§ **Assignment**:
Determine how many lines of the material below include "names", and reply with that number alone.

§ **Dataset records**:
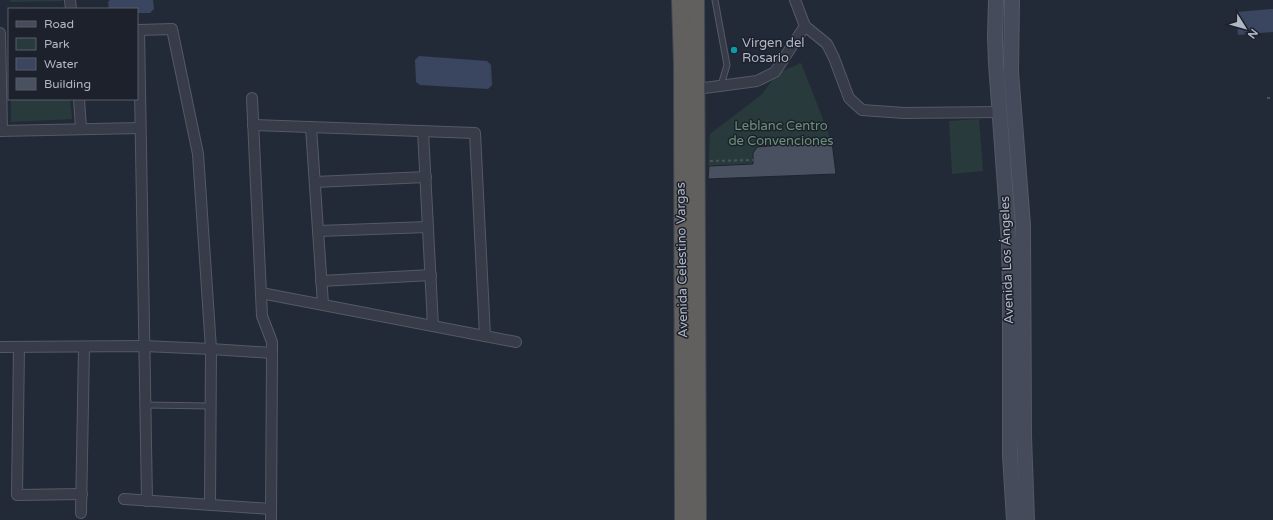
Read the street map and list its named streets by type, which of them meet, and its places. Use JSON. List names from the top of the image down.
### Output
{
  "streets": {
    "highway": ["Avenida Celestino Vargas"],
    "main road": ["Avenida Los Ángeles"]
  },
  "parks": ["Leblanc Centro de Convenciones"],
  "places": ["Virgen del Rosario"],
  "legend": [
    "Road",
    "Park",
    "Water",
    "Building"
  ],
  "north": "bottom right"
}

==

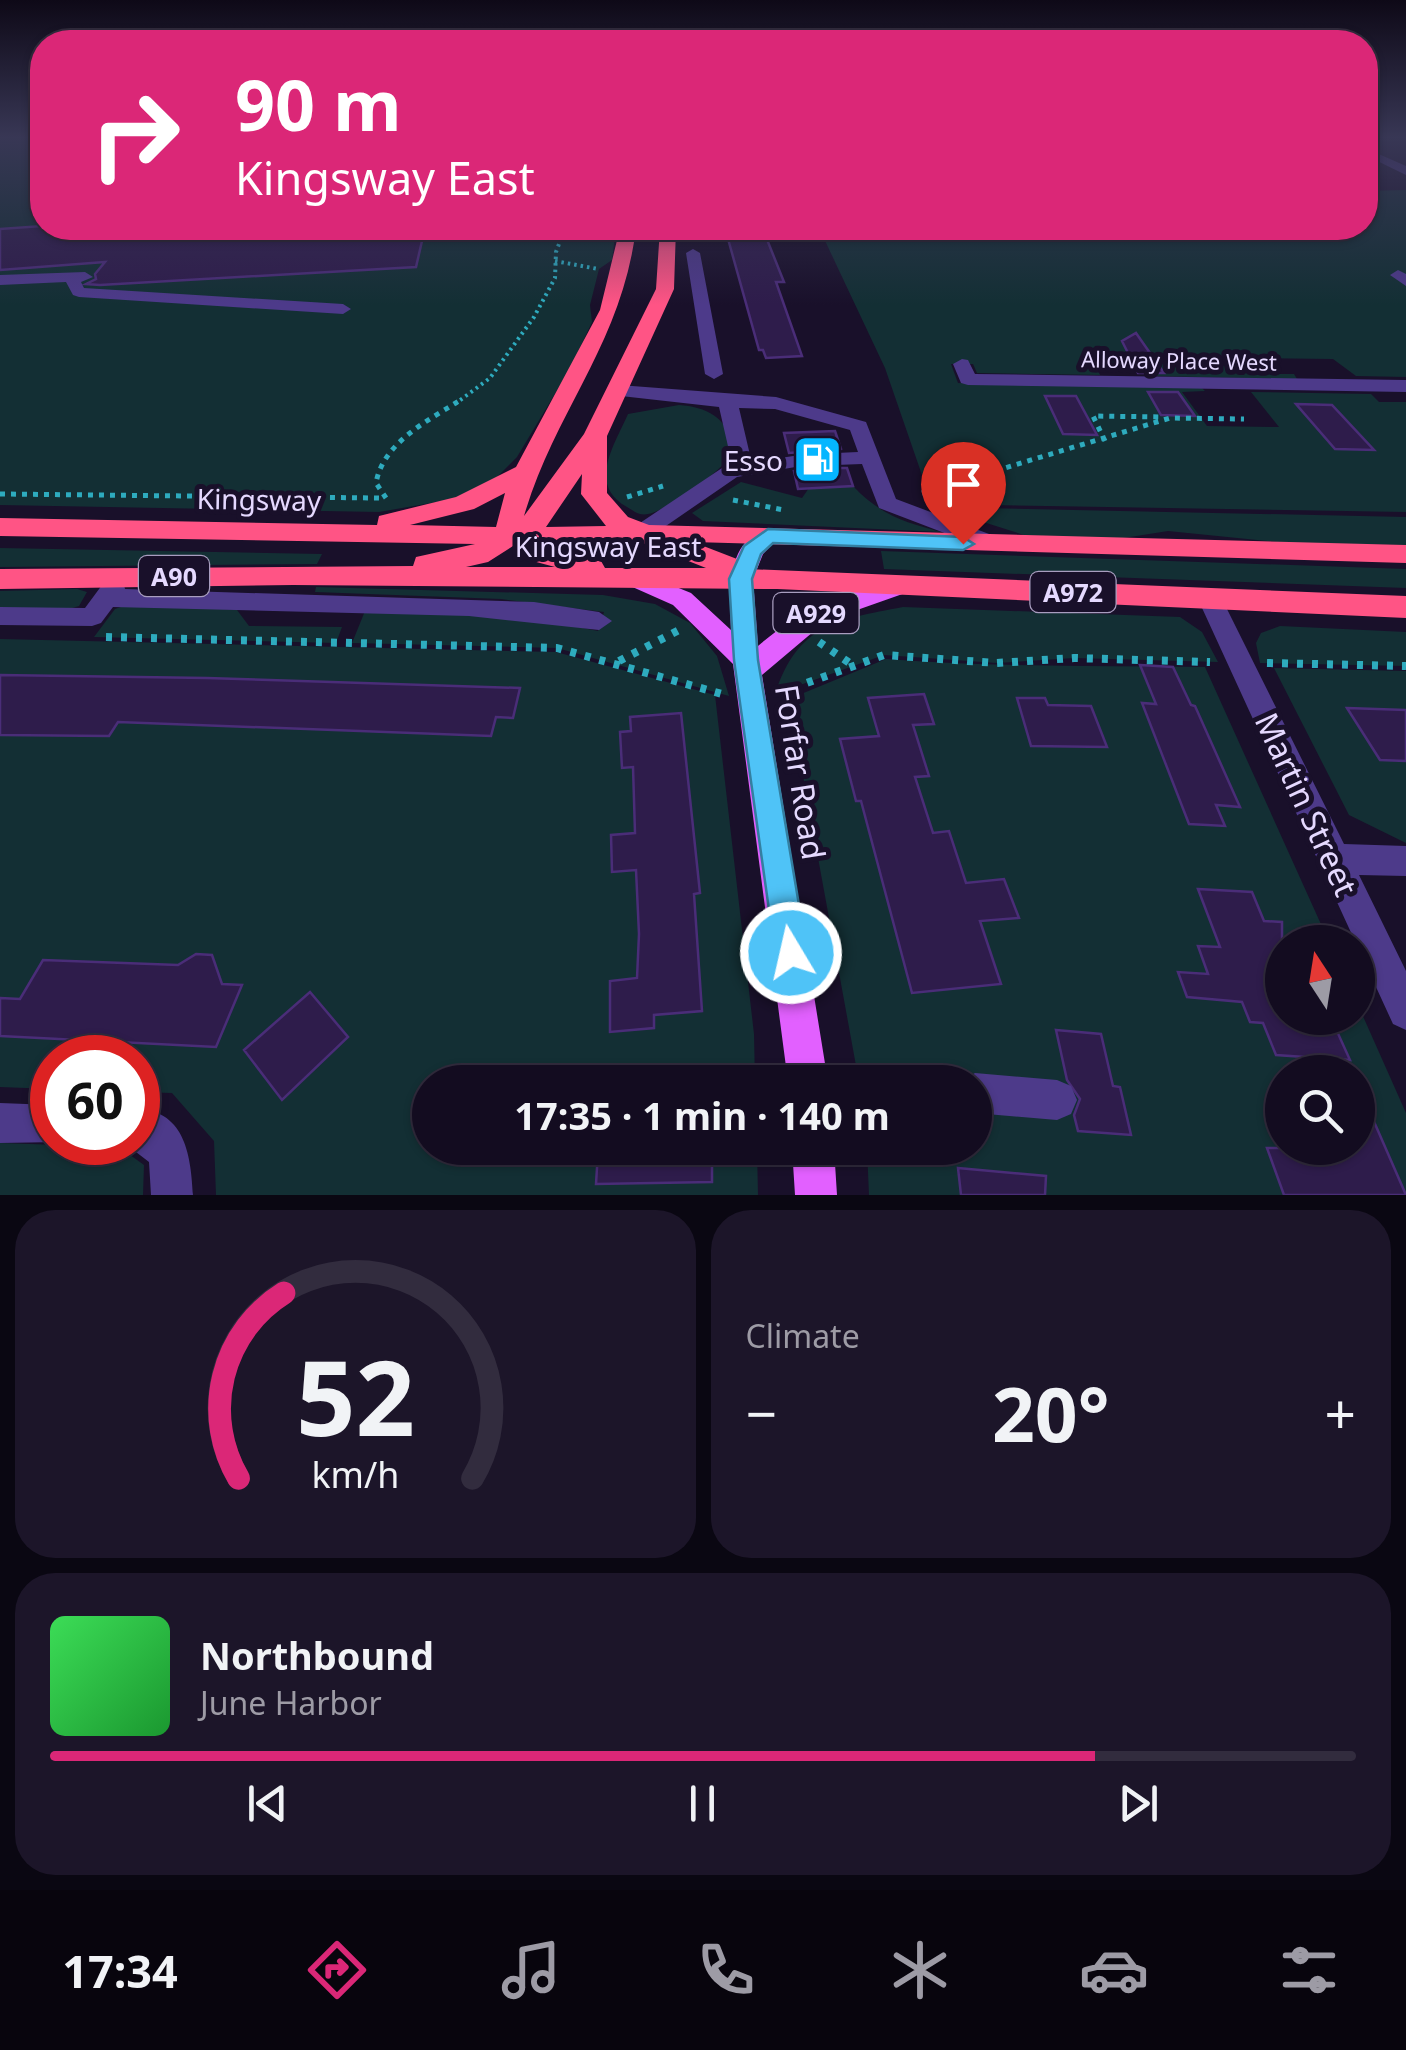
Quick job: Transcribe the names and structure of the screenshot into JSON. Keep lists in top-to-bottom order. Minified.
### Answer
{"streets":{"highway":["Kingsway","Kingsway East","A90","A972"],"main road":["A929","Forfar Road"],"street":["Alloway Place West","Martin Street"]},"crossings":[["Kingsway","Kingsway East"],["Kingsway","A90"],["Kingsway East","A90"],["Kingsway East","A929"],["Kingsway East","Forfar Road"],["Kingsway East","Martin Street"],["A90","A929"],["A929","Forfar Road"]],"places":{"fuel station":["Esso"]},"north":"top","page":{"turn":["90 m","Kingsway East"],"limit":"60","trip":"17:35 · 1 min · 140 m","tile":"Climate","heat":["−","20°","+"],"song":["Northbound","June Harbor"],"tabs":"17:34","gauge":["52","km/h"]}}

---

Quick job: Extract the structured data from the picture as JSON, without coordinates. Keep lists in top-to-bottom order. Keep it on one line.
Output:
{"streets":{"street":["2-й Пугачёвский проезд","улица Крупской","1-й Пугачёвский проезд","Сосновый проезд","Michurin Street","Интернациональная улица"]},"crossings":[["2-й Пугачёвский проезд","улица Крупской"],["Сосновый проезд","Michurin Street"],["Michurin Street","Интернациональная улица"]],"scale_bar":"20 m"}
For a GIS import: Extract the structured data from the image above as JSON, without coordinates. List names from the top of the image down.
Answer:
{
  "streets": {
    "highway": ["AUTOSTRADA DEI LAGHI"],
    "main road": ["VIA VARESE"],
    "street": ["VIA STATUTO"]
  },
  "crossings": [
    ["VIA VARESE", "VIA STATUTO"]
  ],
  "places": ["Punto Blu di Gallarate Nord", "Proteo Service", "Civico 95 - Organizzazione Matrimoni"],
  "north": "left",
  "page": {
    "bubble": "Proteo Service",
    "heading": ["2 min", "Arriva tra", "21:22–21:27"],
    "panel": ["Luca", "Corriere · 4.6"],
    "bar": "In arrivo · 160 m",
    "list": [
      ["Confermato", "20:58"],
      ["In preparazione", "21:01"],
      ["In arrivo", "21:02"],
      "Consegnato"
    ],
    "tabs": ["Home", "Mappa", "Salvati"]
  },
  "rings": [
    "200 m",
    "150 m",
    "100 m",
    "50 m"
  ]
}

§ **Written response**:
3